Published in final edited form as: Kidney Int. 2020 Jan;97(1):22–24. doi: 10.1016/j.kint.2019.09.017

Modeling human disease: a mouse model of acute kidney injury to chronic kidney disease progression after cardiac arrest

Andrew Terker 1, Mark P de Caestecker 1,*
PMCID: PMC7197020  NIHMSID: NIHMS1580512  PMID: 31901349

Modeling human disease: a mouse model of AKI to CKD progression after cardiac arrest

Acute kidney injury (AKI) is a substantial cause of morbidity and mortality, with over one million patients in the US affected annually. Clinical treatment for AKI primarily focuses on hemodynamic optimization, eliminating risk factors for additional injury, and providing renal replacement therapy if necessary. Despite a sizeable literature on the basic science of AKI, the absence of specific medical therapies for the treatment of AKI is a major shortcoming in the field of nephrology. This has led to increased attention on optimizing preclinical studies to make them more clinically relevant, thereby decreasing barriers that have hindered transition from preclinical discovery to clinical treatment1. This has led to a push for AKI studies to use models that better reflect injury seen in patients. As AKI is a major risk factor for the development of chronic kidney disease (CKD), models that evaluate long-term renal outcomes resulting from the transition of injury from AKI to CKD, provide additional insight into an important clinical problem.

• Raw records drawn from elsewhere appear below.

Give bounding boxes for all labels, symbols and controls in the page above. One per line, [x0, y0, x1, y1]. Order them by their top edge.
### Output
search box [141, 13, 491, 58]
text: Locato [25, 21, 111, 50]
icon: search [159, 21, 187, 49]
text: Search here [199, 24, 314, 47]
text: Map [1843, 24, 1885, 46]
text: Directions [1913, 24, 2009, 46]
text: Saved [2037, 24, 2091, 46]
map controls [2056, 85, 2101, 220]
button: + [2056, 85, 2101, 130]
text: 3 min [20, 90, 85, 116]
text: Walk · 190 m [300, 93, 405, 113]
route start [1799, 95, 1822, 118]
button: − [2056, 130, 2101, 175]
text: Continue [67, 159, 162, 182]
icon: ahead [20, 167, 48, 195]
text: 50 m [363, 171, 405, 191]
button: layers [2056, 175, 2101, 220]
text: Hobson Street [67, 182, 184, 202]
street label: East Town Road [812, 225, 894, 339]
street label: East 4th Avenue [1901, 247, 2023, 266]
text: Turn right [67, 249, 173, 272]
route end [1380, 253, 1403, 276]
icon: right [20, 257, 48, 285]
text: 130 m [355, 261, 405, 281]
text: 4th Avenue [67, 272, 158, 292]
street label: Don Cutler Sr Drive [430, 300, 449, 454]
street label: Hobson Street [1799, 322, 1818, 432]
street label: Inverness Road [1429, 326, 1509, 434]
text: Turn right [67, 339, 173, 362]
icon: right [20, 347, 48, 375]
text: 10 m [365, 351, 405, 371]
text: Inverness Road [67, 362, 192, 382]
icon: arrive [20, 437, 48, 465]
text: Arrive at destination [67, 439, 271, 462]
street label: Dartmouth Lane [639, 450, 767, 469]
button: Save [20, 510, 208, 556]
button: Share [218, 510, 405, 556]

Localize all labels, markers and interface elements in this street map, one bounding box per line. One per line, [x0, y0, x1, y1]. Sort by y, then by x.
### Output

Matsushita et al recently reported a novel murine model of AKI to CKD progression following cardiac arrest and cardiopulmonary resuscitation (CA/CPR)2, a commonly encountered clinical scenario that is a major cause of AKI3. Their group has previously shown that the CA/CPR model in mice leads to AKI 24 hours post-arrest, as determined by decreased GFR and elevated serum creatinine4. In the current study, the authors use the same model, but for the first time carefully describe unexpectedly dynamic changes in renal functional recovery, tubular injury, inflammation and fibrosis that occur over a seven week period after the initial cardiac arrest. In their model, mice are anesthetized with isoflurane, intubated and ventilated, and cardiac arrest is induced with potassium chloride. Animals remain asystolic for eight minutes following which CPR is performed by finger chest compressions, at a rate of approximately 300 compressions/minute, and epinephrine is administered, following an ACLS-like protocol. CA/CPR animals sustained AKI with near-absent GFR at 24 hours post-arrest. GFR recovered two weeks later, but at seven weeks, post-arrest animals demonstrated reduced GFR, elevated BUN and renal fibrosis, suggestive of CKD. Even during the interval recovery of GFR, they show evidence of ongoing renal inflammation and injury from the time of arrest to their final endpoint.

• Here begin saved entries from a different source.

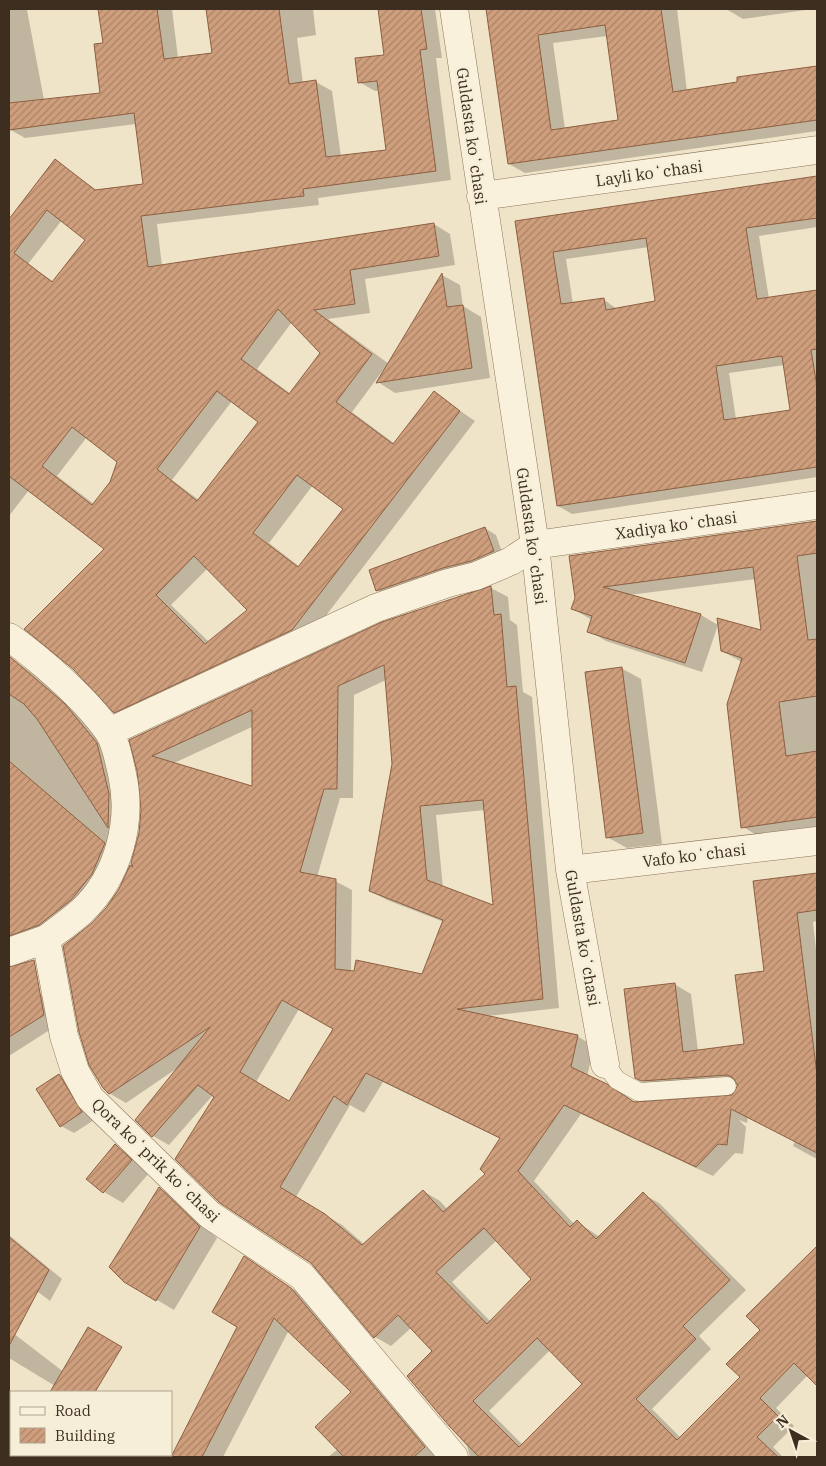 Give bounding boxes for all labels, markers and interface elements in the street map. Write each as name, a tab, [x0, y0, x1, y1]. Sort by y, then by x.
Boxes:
street label: Guldasta koʻchasi	[452, 66, 492, 206]
street label: Layli koʻchasi	[594, 156, 704, 190]
street label: Guldasta koʻchasi	[512, 466, 552, 606]
street label: Xadiya koʻchasi	[614, 507, 738, 543]
street label: Vafo koʻchasi	[641, 839, 747, 871]
street label: Guldasta koʻchasi	[561, 868, 605, 1008]
street label: Qora koʻprik koʻchasi	[88, 1094, 224, 1226]
legend	[10, 1391, 172, 1456]
text: Road	[55, 1401, 91, 1420]
north arrow	[766, 1406, 816, 1456]
text: N	[773, 1411, 793, 1431]
text: Building	[55, 1426, 115, 1445] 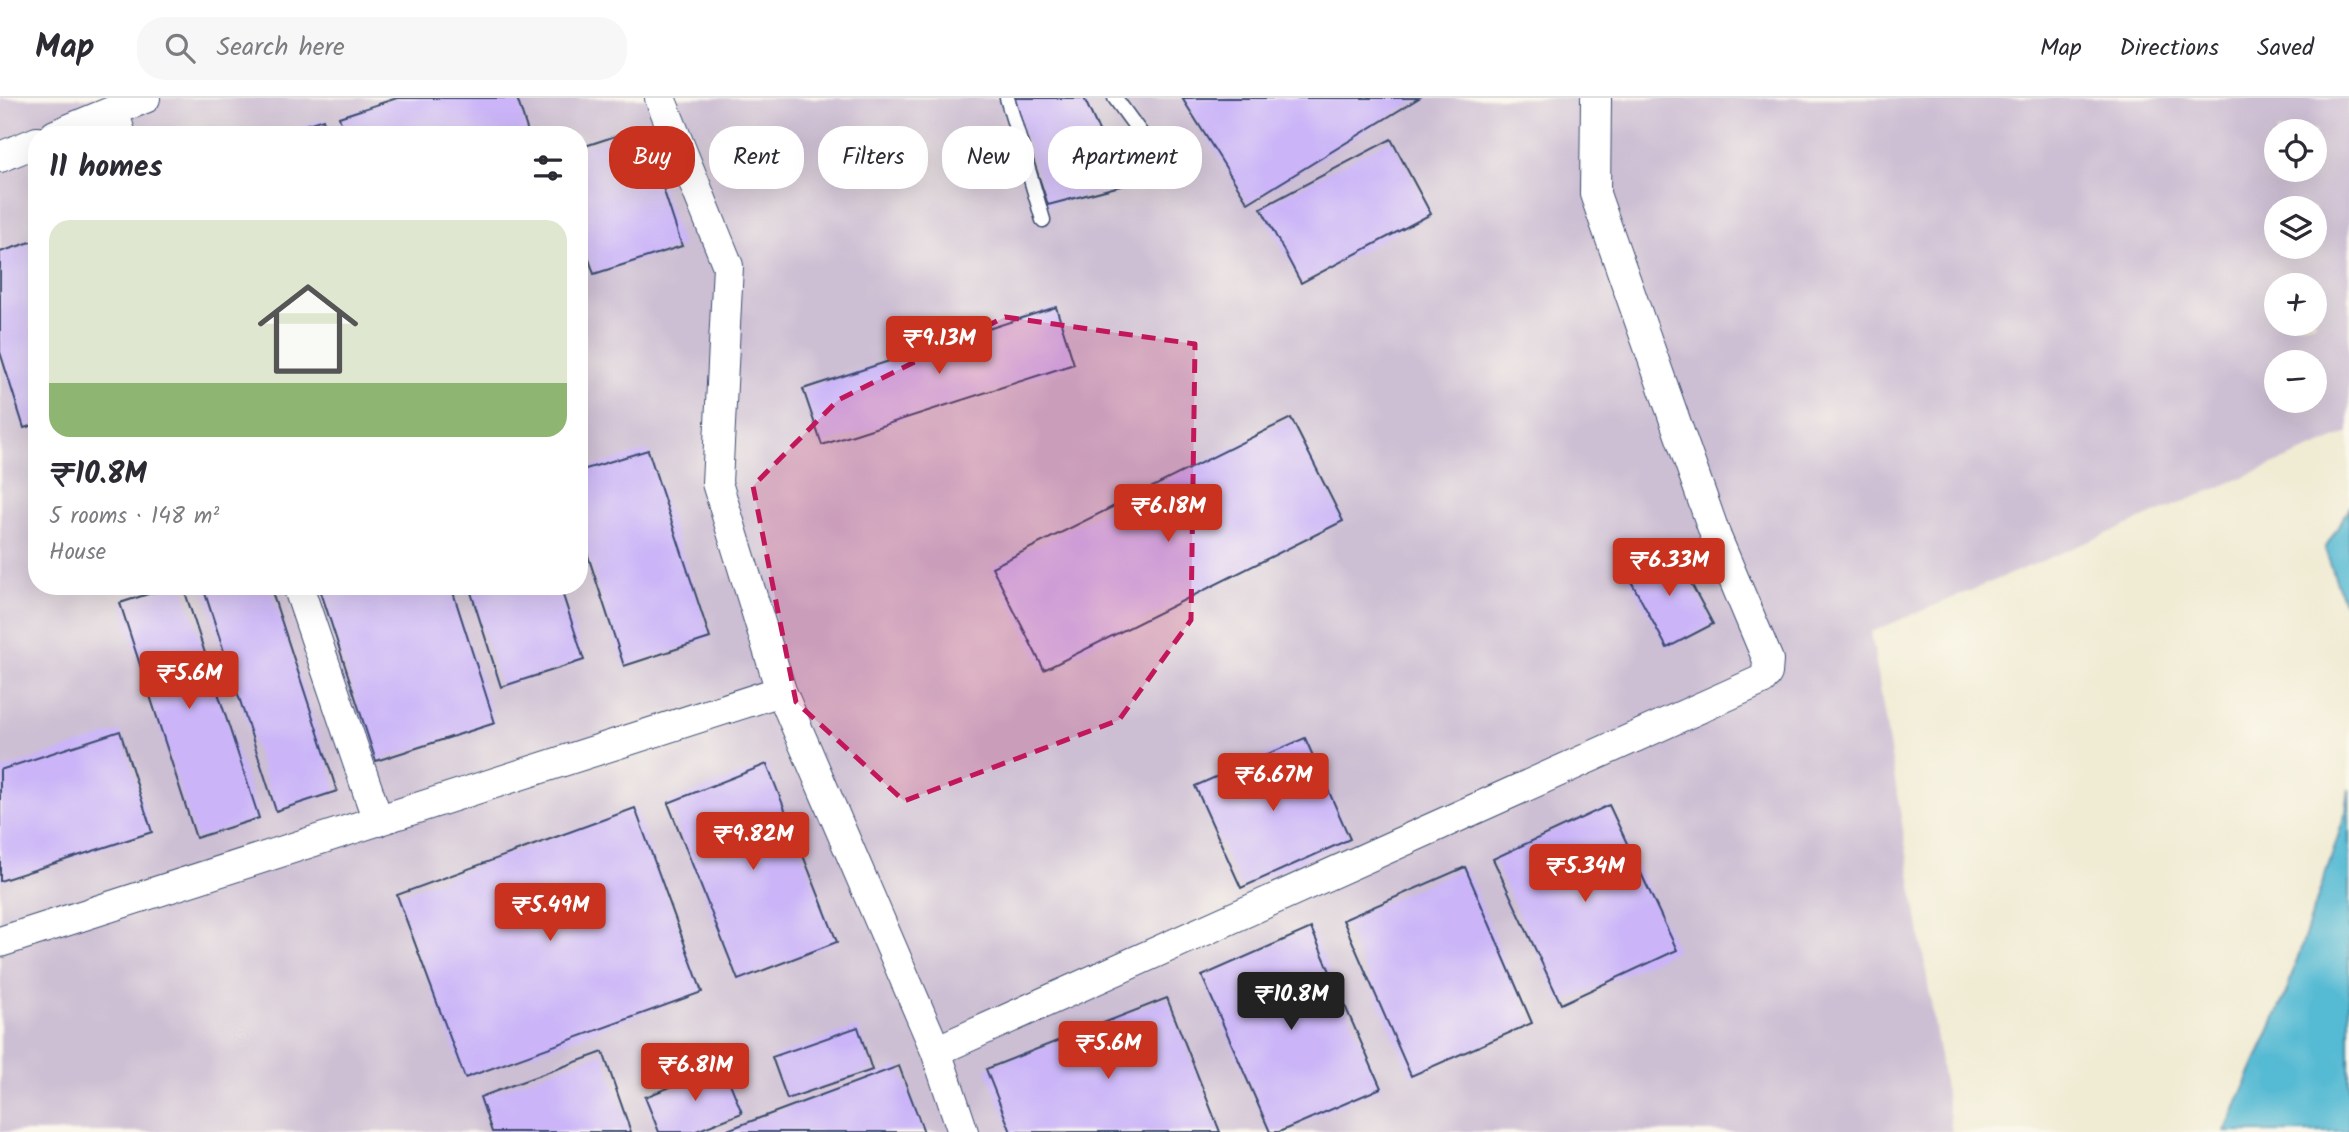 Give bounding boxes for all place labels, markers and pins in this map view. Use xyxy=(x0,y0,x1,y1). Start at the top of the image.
pin: ₹9.13M xyxy=(882,316,996,376)
pin: ₹6.18M xyxy=(1111,484,1225,544)
pin: ₹6.33M xyxy=(1612,538,1726,598)
pin: ₹5.6M xyxy=(140,652,238,711)
pin: ₹6.67M xyxy=(1216,754,1330,813)
pin: ₹9.82M xyxy=(696,812,810,872)
pin: ₹5.34M xyxy=(1528,844,1642,904)
pin: ₹5.49M xyxy=(493,884,607,943)
pin: ₹10.8M xyxy=(1234,972,1348,1032)
pin: ₹5.6M xyxy=(1059,1021,1157,1081)
pin: ₹6.81M xyxy=(638,1044,752,1103)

While the authors provide a detailed account of the cellular and molecular dynamics associated with these events, the greater implication of this report lies in their long-term vision. A clinically relevant model of AKI progressing to CKD holds great promise for identifying mechanisms that may be amenable to therapeutic intervention not only for AKI, but also to halt progression to CKD. As this clinical scenario provides a definitive event in time subsequent to which renal injury occurs, the administration of any potential therapeutics could be precisely timed relative to arrest time and integrated with post-arrest protocols. Their long-term model of CKD progression after cardiac arrest also provides a system to identify biomarkers that will predict which patients are most likely to progress to CKD after cardiac arrest, since only a subset of these patients progress to CKD3. CA/CPR mice have complete recovery of GFR at two weeks, but tubular injury, KIM-1 positivity, and inflammatory cell infiltrates persist at 24 hours, one week, and seven weeks post-arrest. This suggests that recovery of GFR, signified clinically by normalization of serum creatinine, is inadequate to predict which patients are at risk for progressing to CKD. Several biomarkers have already been proposed as alternatives to serum creatinine due to their higher specificity for the detection of AKI and CKD in certain situations5. This model, however, allows for the identification of novel biomarkers that may predict which cardiac arrest patients will progress from AKI to CKD, and may therefore require more intense treatment and observation post-arrest.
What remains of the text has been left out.